Akademik eğitime ve ileri kültür seviyesine sahip birçok kadın da bu yüzden, İslami hareket içinde yüksek mevkilere gelmeyi başaramadı. Bu kadınlar, -hala erkek egemen anlayış geçerli olduğu için- kendilerinden daha az kalifiye olan erkeklerle rekabette bile zorlanıyorlar.
Konuyla ilgili Kuran ayetlerine rağmen, kadın hâlâ erkeğe tabi. Kuran'da, "Erkekler, rızklarından masraflarını karşıladıkları oranda kadınlardan üstün kılınmıştır." denir. Buradaki tabir, erkeklerin üstünlüğünün sadece aile içinde olduğunu ifade etmektedir; ancak aile dışında eşitlik söz konusudur. Kuran'da ayrıca, "Erkek ve kadın müminler, birbirlerinin evliyasıdır; iyiliklere çağrı yapar, kötülüklerden uzak dururlar." denir.
"Her türden İslami hareket kadının potansiyelinin farkına vardı, ama bu potansiyeli kullanmada gönülsüz davranıyor." Gerek ılımlı gerekse aşırı İslami hareketler, her ne kadar programlarında "kadının iş hayatına entegrasyonu"nu vurgulasalar da, genel olarak hareket içinde kadınların önemli mevkilere gelmeleri yönünde gönüllü olarak pek birşey yapmadılar. Kadının siyasi, sosyal ve kültürel alandaki rolünün etkin hale gelmesi için de ciddi anlamda çaba gösterilmedi; kadınlar karar alma mekanizmalarından ısrarlı biçimde uzak tutuldu. Sözü geçen "kadınların teşvik edilmesi" hedefi ise sadece göstermelik olarak kaldı.
Ortadoğu'daki İslamcı hareketlerde de kadının rolü erkekleri dini, siyasi ve sosyal alanda desteklemekten ibaret.

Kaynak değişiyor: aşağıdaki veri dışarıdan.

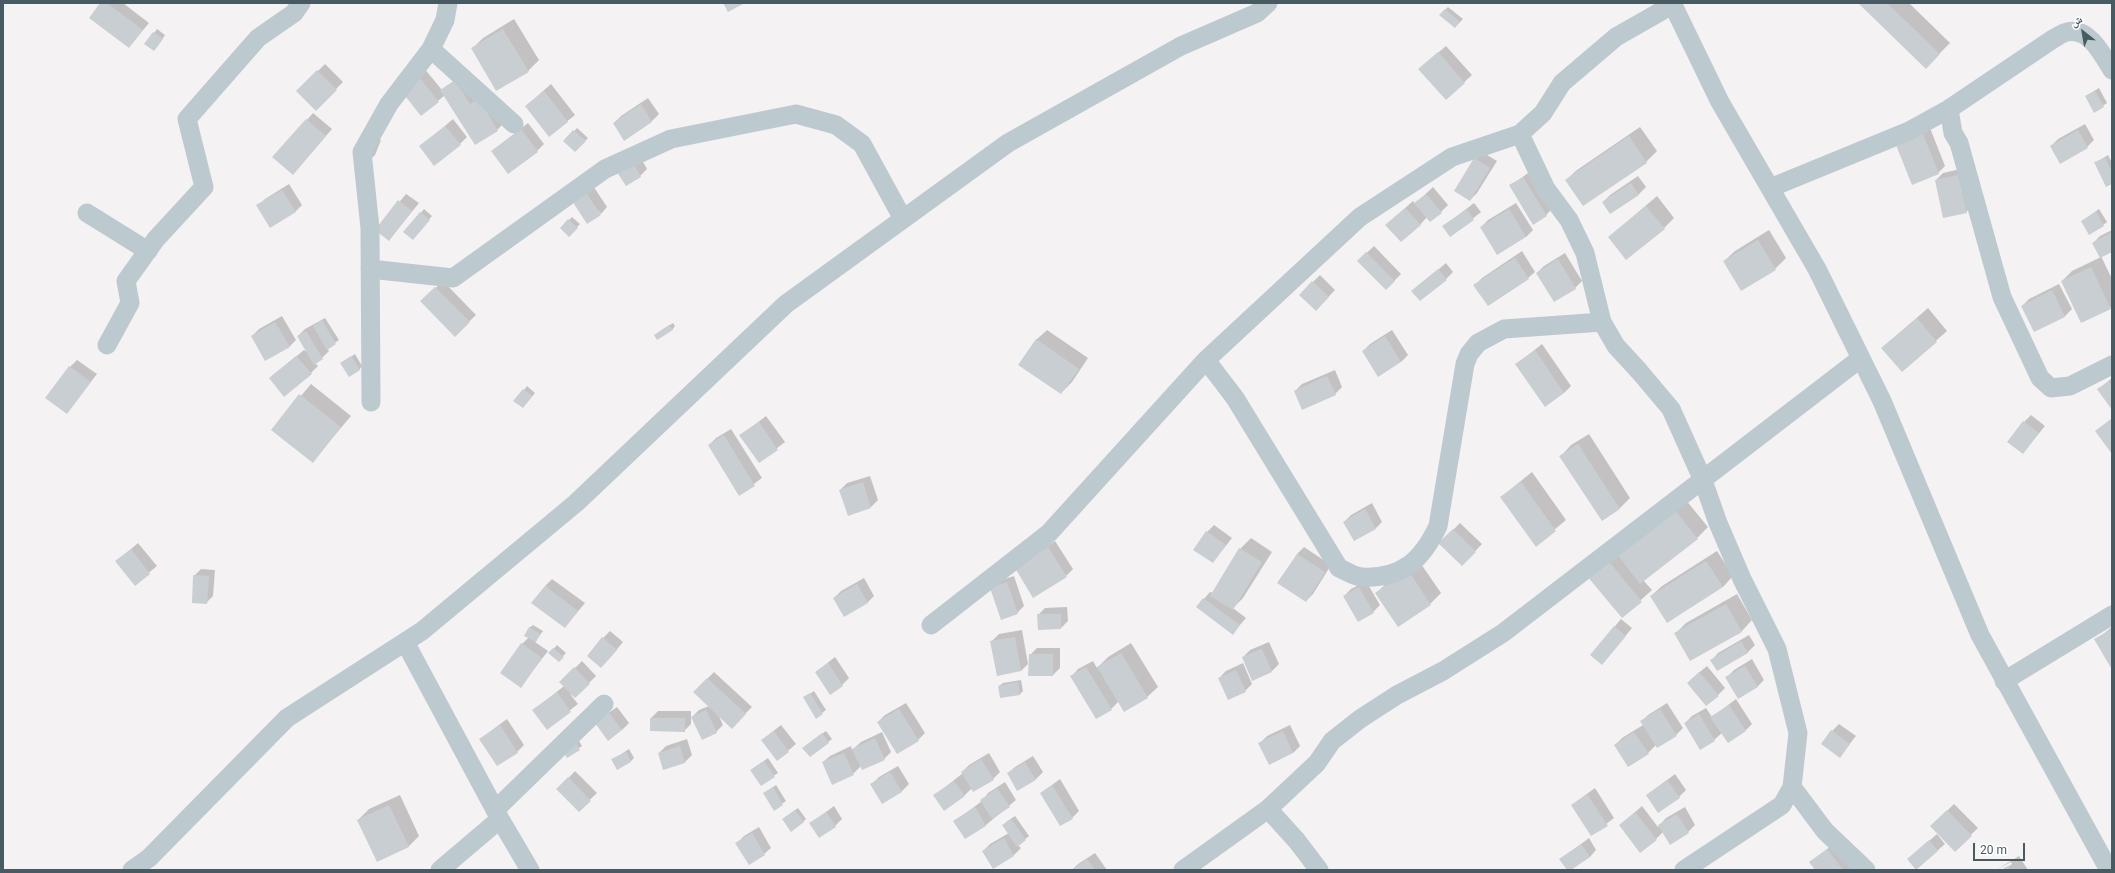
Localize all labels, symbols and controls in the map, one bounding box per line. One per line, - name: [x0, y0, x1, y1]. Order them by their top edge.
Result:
- north arrow: [2063, 12, 2103, 52]
- text: ش: [2068, 13, 2085, 30]
- scale bar: [1975, 835, 2027, 861]
- text: 20 m: [1980, 843, 2007, 857]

Pek çok kadın, içinde yetiştikleri kültürün bir parçası olarak kendilerine öğretilen bu rolü kendiliğinden kabulleniyor.
Geleneklerin kıskacından kurtulma zamanı
Bazı İslami grupların ileri mevkilerinde yer edinmeyi başaran kadınlar da bu söylemi destekliyorlar. Bunun sebebi ise erkek kadroların rızası olmaksızın hiçbir fikirlerini gerçekleştirememeleri; hatta bu erkekler kültürel ve akademik açıdan kendilerinden düşük seviyede olsalar dahi...
İslami hareket içinde kadının rolünü etkin hale getirmek, bu rolü yok sayan, kadın düşmanı geleneklerin tozunu silkelemek için cesur ve ciddi bir düşünsel çaba gerekiyor. İslami düşünce ve hedeflere, kadın-erkek eşitliğine dayalı yenilikçi bir bakış açısının eklenmesi şart. Kadının rolünün ve etkinliğinin artması, her alanda dengeyi sağlayacağı gibi, bu hareketlere ve topluma faydası olacak bir enerji de yaratacaktır.
İstatistiklere göre Arap ülkelerinde kadınlar, eğitimde önemli bir aşama kaydettiler. Bu durum da, kadını kazanmanın ve kararlara dahil etmenin gerekliliğini ortaya koyuyor. Ayrıca İslami hareketlerin, bünyelerinde kadın kollarının bulunduğunu ifade etmeleri, kesinlikle yeterli değil. Kadının rolünün sadece görüntüde iyileştirilmesi yetmez, sözleri eyleme geçirme zamanı çoktan geldi!